The administration has insisted that any negotiations with North Korea include the regional powers: China, South Korea, Japan and Australia. In the end, they're the countries most immediately affected by Kim Jong-Il's nuclear threats. But Kim, having obviously studied the old 1959 movie, The Mouse That Roared, insisted on unilateral talks with the U.S.
And fascinatingly, but not surprisingly, the likes of John Kerry who has made a career of late criticising Bush for his allegedly unilateral Iraq policy, agreed. This time Kerry wailed that Bush should accommodate the North Koreans and quit trying to form alliances with other countries. In the end all we could have done was provide Kim with billions of dollars in aid and just hope that he'd stop his weapons development.
No. Much better in this case the Chinese stick than the American carrot. It certainly doesn't indicate that China is now a trusted American ally, but it does show that they're not willing to see a build-up of American naval power in the area; and they're not terribly excited over a newly-confident Japan who could probably build a nuclear bomb by next week without skipping a single Toyota sale in the process.
I'd also like to point out how worthless the United Nations has been in this dispute. Ultimately, the interested parties will solve the situation and the disinterested UN diplomats will posture, preach and, well, get a few more New York parking tickets. In the meantime, important stuff is going on and they just don't matter.
Japan is a true anomaly. All the other Great Powers went nuclear decades ago - even the once-and-no-longer great, like France; the wannabe great, like India; and the never-will-be great, like North Korea. There are nukes in the hands of Pakistan, which overnight could turn into an al-Qaida state. Yet we are plagued by doubts about Japan joining this club.
Japan is not just a model international citizen - dynamic economy, stable democracy, self-effacing foreign policy - it is also the most important and reliable U.S. ally after only Britain. One of the quieter success stories of recent American foreign policy has been the intensification of the U.S.-Japanese alliance.
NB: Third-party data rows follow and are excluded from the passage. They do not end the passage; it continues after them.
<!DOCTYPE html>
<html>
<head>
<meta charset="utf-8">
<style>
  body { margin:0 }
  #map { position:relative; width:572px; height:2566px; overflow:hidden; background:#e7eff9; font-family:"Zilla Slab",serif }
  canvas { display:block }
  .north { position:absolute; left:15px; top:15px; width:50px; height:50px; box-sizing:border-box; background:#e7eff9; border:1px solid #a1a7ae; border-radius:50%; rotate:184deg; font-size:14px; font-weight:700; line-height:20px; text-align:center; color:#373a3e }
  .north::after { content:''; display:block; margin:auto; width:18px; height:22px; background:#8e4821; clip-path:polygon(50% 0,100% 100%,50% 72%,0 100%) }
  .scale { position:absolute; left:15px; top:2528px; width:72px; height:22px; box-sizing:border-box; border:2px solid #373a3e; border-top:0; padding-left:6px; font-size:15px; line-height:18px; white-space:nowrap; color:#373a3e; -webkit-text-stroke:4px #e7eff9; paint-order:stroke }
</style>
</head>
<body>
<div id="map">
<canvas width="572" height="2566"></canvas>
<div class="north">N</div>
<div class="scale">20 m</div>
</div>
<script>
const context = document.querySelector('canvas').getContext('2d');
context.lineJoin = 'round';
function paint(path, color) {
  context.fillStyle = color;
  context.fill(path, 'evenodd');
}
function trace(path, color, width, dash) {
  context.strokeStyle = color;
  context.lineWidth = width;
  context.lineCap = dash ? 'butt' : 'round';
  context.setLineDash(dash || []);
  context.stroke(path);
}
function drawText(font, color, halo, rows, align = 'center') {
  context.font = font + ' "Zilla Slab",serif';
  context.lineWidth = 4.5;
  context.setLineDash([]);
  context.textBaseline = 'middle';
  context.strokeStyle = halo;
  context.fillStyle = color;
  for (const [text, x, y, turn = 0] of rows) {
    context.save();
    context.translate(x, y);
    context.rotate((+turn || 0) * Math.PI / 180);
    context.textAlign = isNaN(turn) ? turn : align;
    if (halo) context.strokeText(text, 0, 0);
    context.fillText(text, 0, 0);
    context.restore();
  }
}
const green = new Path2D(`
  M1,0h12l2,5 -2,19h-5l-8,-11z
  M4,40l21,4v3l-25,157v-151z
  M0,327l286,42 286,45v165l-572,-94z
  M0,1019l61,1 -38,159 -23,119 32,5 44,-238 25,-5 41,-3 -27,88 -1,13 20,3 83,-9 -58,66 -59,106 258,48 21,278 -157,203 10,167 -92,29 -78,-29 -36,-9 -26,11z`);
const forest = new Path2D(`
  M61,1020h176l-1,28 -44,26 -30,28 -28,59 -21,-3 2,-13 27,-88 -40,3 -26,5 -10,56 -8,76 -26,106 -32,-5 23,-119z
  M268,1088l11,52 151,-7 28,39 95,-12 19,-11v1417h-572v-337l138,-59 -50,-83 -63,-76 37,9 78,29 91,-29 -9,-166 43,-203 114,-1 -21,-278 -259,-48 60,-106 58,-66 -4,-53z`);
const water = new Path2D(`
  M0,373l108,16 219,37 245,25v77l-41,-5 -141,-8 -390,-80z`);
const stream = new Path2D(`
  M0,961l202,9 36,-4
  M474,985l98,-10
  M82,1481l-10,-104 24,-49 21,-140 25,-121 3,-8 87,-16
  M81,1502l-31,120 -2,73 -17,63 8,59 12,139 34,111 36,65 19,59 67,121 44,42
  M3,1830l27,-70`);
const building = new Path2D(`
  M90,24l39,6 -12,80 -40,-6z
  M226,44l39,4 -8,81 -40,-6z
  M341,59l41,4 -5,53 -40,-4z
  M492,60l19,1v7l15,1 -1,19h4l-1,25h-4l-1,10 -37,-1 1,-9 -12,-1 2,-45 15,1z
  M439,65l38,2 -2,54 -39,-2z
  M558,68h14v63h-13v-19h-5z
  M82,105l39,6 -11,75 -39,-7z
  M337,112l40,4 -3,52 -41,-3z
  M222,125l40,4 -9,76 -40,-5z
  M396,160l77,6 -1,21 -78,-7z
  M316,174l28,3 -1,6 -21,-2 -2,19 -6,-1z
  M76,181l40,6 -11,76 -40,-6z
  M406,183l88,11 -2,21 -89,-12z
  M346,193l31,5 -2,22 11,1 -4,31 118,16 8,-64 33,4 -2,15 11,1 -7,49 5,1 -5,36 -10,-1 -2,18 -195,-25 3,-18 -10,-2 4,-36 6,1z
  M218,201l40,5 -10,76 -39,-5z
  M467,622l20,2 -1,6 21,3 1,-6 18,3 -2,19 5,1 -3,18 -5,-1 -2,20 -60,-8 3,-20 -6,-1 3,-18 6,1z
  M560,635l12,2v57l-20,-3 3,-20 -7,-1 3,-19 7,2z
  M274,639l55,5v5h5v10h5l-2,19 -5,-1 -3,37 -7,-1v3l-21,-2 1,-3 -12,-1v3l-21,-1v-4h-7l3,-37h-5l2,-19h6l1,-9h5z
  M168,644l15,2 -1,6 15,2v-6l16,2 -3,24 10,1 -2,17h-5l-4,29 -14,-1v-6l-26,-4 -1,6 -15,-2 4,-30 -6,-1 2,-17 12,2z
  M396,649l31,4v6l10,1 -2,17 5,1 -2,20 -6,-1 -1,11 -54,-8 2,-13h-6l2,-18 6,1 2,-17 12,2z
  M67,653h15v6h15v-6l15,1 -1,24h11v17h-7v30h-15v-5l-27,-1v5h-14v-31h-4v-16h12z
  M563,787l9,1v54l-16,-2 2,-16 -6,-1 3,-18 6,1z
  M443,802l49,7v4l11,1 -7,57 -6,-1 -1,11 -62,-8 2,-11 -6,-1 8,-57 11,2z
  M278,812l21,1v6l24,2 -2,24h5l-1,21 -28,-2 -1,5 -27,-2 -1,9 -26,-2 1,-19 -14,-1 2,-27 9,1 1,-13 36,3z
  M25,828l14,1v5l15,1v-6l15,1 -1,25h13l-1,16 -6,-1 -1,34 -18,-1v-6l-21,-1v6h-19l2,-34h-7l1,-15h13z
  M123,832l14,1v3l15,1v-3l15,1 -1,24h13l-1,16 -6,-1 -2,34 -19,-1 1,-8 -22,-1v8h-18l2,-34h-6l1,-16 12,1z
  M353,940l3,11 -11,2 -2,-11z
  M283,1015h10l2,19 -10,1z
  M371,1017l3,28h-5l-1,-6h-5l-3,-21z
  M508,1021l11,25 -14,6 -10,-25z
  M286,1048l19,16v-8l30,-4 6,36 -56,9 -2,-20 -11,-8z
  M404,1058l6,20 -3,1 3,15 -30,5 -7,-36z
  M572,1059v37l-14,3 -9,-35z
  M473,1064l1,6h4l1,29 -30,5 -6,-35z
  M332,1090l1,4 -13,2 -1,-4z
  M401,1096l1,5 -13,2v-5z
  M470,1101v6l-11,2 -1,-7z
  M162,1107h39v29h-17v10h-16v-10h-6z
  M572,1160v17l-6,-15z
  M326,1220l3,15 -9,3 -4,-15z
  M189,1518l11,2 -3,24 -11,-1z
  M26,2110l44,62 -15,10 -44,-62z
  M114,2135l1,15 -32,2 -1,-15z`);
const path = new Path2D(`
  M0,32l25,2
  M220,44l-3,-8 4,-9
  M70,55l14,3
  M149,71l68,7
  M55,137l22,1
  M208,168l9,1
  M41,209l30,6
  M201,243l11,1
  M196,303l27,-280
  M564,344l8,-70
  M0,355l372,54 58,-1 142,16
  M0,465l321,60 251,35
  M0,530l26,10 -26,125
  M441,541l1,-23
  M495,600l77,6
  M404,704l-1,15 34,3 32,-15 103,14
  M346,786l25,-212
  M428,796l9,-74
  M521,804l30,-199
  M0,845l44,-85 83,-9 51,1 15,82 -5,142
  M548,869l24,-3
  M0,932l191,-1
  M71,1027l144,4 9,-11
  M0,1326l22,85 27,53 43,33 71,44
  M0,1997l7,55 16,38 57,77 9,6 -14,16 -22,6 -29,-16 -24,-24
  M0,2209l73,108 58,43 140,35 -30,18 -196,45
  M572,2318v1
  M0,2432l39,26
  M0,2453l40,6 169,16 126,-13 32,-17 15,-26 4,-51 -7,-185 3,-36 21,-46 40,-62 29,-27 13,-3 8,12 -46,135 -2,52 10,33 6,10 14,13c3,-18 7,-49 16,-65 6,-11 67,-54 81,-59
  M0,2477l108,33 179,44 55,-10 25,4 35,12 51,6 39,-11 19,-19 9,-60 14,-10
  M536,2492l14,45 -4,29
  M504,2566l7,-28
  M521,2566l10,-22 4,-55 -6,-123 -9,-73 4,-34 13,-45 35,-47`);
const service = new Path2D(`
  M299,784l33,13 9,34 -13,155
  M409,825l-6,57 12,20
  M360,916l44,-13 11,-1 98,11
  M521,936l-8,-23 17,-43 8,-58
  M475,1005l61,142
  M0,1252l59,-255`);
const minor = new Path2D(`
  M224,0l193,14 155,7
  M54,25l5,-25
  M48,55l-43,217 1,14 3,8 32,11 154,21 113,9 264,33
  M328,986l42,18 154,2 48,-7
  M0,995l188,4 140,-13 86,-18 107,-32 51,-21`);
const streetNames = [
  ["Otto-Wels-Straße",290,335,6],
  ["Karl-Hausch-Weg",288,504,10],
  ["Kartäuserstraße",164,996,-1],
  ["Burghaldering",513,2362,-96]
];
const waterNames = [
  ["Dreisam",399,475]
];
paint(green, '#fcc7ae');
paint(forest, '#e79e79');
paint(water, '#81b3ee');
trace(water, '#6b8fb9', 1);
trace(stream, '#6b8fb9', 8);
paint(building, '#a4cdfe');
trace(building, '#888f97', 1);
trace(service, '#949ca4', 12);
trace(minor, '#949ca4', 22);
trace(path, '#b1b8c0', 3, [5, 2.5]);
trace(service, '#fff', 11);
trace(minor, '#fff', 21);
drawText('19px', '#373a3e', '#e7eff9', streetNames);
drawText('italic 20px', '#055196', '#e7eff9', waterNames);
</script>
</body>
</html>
The immediate effect of Japan considering going nuclear would be to concentrate China's mind on de-nuclearizing North Korea. China currently calculates that North Korea is a convenient buffer between it and a dynamic, capitalist South Korea bolstered by American troops. China is quite content with a client regime that is a thorn in our side, keeping us tied down while it pursues its ambitions in the rest of Asia.
Japan threatening to go nuclear would alter that calculation. It might even convince China to squeeze Kim Jong Il as a way to prevent Japan from going nuclear. The Japan card remains the only one that carries even the remote possibility of reversing North Korea's nuclear program.
It's evident that China is already pressuring North Korea, to wit the Great Leader's expressed regret today over the nuclear test. All he wants, says Kim Jong-Il, is for the US to stop its efforts at economic isolation. All China wants is that Japan remain a demilitarized zone, itself.
Calls for Bush to negotiate with North Korea are foolish and doomed to failure. We'll only end up giving them billions in aid in the hopes they'll keep their word. No, this is a fight between China and Japan and the Japanese appear willing to wage it -- we should let them.
SHINZO Abe is planning a revolution in Japan which will see the return of a full-strength imperial army for the first time since the Second World War.
After securing the Liberal Democratic Party's presidency last week, he is now certain to succeed Junichiro Koizumi as prime minister, and he clearly has an eye on re-examining the post-war era.
In a race that was his to lose, Abe - who will be Japan's first prime minister born after the Second World War - avoided specific comments about how he would pursue economic changes or how he would repair Japan's strained relations with China and South Korea.
Instead, he spoke of revising the United States-imposed Constitution, which forbids Japan from having a full-fledged military, passing legislation to allow Japanese troops to be deployed overseas and making it possible for Japan to exercise the right to collective self-defence with the US.
Japan will be a very important ally to not only the U.S., but to Australia, India and Taiwan. China's enough of a threat but with North Korea constantly rattling its sabers, Japan return as a military power is very welcome.